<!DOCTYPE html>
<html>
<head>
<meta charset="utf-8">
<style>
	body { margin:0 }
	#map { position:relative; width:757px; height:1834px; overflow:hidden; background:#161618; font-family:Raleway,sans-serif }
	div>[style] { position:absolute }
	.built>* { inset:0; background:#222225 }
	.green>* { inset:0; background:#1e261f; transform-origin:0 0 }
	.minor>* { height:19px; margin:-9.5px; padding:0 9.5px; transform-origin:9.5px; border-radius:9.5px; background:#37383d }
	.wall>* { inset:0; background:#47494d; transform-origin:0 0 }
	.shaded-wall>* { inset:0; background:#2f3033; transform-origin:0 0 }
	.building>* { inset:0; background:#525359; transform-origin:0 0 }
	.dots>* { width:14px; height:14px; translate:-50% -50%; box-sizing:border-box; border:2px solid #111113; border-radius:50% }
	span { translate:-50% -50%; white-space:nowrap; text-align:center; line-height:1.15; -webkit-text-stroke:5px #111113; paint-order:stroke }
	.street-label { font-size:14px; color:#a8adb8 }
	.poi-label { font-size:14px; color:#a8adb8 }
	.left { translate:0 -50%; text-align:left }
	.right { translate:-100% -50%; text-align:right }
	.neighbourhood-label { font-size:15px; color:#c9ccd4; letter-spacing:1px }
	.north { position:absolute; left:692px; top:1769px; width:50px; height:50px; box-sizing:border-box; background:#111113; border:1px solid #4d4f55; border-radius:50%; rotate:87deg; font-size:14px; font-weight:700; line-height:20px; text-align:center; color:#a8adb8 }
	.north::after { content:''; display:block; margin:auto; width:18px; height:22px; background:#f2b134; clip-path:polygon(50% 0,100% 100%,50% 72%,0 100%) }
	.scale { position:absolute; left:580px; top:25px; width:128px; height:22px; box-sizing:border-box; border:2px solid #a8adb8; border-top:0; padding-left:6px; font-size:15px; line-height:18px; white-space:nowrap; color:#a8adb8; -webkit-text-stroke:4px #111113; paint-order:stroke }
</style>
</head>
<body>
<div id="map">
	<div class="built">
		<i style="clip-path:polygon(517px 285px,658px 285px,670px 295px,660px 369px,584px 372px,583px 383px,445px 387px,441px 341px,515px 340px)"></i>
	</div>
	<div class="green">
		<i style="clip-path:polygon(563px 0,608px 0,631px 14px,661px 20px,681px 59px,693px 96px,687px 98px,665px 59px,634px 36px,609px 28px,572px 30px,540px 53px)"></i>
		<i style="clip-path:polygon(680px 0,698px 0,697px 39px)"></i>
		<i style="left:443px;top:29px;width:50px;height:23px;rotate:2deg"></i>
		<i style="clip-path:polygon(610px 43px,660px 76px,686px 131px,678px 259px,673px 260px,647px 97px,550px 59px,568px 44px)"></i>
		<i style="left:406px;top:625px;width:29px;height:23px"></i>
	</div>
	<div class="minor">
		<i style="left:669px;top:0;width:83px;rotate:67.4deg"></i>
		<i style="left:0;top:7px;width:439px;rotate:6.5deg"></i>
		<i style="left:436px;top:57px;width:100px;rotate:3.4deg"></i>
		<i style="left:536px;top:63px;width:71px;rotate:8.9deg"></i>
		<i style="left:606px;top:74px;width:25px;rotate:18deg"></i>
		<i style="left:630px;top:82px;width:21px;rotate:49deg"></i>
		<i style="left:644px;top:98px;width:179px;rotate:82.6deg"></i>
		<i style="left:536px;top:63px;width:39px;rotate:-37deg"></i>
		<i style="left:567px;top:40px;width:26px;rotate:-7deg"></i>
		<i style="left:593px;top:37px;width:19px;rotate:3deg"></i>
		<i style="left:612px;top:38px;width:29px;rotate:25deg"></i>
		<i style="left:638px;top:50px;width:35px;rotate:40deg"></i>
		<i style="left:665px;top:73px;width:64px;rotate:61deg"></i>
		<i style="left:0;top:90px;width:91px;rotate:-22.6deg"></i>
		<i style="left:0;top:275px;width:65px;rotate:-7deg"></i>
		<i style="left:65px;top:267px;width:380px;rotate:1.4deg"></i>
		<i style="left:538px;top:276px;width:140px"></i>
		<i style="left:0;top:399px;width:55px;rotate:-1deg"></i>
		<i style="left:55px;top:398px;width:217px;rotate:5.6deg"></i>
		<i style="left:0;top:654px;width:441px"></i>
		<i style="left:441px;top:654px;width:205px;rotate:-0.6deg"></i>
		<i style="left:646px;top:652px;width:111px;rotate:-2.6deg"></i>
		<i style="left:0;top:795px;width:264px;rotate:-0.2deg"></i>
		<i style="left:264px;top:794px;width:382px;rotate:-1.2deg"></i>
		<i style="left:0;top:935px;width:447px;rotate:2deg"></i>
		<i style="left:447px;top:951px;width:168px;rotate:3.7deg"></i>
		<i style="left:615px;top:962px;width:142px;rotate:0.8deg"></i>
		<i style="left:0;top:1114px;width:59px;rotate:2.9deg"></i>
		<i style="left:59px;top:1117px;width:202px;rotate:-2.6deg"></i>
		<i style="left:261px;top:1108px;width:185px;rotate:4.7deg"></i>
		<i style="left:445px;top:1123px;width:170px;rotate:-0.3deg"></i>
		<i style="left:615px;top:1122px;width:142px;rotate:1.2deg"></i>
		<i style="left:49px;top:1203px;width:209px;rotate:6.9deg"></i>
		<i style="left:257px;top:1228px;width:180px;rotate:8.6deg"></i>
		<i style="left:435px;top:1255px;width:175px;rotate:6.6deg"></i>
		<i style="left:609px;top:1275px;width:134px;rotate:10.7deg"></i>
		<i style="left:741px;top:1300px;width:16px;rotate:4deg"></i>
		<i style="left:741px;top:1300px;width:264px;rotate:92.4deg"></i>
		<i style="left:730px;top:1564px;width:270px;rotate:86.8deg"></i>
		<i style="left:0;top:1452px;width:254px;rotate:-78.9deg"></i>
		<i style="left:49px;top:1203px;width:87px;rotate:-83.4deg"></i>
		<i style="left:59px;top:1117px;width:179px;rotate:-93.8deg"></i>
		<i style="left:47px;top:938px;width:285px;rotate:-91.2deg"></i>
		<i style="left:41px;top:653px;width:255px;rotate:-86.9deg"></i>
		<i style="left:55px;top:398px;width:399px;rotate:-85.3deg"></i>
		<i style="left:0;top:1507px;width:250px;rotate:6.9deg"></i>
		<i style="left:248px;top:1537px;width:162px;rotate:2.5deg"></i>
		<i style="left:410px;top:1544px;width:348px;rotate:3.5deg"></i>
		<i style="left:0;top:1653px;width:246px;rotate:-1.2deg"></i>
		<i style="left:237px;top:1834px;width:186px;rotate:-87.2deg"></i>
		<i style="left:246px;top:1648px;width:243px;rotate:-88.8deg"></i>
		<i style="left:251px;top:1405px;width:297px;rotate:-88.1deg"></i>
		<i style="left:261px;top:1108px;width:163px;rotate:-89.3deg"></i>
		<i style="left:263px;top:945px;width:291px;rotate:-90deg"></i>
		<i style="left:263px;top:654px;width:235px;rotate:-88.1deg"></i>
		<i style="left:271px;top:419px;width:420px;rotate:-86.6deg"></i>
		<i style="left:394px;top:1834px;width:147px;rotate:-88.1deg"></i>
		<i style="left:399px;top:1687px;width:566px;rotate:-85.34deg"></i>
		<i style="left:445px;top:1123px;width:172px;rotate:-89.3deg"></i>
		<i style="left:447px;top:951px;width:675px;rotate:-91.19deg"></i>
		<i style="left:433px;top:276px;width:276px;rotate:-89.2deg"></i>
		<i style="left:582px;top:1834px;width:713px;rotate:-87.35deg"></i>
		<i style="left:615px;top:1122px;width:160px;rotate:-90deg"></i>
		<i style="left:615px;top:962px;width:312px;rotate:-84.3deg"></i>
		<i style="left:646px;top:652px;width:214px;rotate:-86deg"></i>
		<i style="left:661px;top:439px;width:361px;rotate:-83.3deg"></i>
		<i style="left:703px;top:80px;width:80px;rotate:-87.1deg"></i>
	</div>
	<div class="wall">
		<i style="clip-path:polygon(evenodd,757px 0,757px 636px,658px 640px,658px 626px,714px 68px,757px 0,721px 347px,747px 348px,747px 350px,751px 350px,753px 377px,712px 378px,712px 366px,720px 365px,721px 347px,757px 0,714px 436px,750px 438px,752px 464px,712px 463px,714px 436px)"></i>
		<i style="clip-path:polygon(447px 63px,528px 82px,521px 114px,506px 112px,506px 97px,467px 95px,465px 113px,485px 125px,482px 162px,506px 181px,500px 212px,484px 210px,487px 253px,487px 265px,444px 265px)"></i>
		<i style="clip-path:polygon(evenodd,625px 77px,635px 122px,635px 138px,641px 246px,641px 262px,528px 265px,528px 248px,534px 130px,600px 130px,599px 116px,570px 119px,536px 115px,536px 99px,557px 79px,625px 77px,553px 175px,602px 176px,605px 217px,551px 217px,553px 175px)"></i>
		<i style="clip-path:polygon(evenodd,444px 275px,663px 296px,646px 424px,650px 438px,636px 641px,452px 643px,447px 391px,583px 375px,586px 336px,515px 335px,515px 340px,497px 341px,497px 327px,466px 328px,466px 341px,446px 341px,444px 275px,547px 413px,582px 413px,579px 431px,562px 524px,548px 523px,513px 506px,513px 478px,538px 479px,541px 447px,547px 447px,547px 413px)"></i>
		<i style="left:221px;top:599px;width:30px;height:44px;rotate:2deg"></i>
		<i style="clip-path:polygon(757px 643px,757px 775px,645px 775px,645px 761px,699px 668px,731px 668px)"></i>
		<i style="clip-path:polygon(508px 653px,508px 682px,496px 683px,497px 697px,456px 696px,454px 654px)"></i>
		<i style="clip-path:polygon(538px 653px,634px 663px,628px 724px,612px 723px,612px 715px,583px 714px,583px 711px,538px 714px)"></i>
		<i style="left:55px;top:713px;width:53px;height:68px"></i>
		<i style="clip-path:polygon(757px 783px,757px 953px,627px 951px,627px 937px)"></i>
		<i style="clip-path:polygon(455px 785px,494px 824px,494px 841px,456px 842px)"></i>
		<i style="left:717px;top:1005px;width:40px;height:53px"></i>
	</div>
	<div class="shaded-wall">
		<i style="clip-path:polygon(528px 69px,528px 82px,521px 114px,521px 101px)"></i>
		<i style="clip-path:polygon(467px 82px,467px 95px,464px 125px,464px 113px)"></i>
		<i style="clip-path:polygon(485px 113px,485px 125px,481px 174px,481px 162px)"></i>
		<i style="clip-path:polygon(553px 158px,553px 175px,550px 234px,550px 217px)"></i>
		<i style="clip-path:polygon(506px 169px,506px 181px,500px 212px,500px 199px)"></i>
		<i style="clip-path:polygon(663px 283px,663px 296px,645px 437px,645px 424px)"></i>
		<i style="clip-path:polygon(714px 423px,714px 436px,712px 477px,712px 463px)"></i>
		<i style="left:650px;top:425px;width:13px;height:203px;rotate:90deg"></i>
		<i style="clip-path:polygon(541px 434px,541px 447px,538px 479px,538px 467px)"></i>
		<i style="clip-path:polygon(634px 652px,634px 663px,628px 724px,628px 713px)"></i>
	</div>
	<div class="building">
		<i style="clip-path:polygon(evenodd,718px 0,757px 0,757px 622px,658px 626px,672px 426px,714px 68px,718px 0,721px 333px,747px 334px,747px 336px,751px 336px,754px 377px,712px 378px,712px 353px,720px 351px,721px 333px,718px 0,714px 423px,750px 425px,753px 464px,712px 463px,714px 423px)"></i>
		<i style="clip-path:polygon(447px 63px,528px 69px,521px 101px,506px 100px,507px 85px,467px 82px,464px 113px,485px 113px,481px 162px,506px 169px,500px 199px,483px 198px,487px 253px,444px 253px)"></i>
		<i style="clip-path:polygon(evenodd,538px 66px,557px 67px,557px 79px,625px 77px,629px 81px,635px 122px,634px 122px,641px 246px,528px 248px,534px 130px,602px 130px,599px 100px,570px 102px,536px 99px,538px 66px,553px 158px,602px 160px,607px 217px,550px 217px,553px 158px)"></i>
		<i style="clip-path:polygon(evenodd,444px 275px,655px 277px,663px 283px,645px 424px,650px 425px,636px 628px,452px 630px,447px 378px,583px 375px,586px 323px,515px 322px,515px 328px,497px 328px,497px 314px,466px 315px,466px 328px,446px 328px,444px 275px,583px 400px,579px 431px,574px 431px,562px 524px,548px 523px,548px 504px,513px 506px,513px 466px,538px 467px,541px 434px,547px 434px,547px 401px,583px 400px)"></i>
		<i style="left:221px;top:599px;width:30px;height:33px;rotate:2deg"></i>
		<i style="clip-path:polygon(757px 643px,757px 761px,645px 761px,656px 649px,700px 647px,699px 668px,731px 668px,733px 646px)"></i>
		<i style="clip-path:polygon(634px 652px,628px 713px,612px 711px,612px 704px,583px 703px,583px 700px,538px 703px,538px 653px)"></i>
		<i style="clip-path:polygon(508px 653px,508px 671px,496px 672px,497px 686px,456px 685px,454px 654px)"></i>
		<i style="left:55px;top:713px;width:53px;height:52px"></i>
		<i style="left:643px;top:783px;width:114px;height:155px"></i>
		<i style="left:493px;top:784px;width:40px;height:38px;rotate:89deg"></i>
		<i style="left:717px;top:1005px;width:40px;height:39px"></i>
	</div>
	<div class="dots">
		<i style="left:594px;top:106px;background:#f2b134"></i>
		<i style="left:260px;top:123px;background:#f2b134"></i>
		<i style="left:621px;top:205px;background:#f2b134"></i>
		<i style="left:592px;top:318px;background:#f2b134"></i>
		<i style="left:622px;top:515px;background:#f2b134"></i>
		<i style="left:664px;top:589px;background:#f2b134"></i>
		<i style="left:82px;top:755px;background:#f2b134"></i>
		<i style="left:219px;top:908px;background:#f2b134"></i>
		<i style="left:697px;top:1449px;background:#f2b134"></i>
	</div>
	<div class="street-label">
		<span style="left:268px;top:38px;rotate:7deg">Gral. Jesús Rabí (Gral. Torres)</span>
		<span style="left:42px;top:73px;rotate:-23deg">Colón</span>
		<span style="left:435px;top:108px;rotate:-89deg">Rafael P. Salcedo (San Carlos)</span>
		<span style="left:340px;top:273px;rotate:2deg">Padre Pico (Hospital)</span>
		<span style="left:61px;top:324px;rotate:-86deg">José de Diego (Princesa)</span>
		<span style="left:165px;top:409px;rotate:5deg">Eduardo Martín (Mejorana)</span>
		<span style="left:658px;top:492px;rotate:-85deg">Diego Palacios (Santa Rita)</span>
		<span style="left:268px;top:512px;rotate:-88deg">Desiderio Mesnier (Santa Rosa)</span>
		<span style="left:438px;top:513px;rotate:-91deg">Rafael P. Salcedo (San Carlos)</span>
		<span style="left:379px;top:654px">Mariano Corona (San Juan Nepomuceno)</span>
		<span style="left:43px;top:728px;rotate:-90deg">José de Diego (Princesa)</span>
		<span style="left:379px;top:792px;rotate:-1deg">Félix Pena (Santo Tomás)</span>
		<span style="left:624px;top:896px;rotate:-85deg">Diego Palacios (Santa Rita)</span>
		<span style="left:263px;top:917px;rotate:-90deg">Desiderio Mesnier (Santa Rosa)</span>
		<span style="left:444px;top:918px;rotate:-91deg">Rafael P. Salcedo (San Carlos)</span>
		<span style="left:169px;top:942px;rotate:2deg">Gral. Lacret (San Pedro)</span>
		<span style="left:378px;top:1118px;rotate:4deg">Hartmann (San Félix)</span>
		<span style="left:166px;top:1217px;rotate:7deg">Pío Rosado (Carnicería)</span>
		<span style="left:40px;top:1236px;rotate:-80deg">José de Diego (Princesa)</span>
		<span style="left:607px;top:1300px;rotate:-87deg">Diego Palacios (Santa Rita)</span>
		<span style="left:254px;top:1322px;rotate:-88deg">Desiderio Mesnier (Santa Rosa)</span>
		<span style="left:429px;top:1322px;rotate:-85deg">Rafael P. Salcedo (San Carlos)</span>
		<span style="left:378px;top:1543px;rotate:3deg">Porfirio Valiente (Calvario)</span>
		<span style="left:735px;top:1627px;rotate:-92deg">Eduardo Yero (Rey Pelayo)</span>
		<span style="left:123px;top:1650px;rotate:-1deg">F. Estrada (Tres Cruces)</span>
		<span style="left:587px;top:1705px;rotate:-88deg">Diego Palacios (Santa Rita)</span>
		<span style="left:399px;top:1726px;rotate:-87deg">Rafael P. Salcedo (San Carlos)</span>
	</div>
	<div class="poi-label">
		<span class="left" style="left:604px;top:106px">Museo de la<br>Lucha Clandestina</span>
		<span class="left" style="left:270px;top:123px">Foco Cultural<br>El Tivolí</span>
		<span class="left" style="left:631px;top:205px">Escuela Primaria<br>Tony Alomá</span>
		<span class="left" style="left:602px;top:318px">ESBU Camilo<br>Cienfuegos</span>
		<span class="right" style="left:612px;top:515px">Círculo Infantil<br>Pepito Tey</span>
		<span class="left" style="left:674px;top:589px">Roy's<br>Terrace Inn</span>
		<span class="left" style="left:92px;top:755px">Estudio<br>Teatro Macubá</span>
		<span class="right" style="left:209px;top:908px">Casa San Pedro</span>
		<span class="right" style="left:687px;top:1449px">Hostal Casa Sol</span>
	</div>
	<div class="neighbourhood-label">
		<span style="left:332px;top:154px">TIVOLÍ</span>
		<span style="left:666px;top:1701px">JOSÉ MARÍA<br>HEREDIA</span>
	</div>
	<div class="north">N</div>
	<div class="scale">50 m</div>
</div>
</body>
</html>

- Exercise prompt -
Look through the material and report how many of its lines hold the string "green", giving the number only.

- Solution for this problem -
2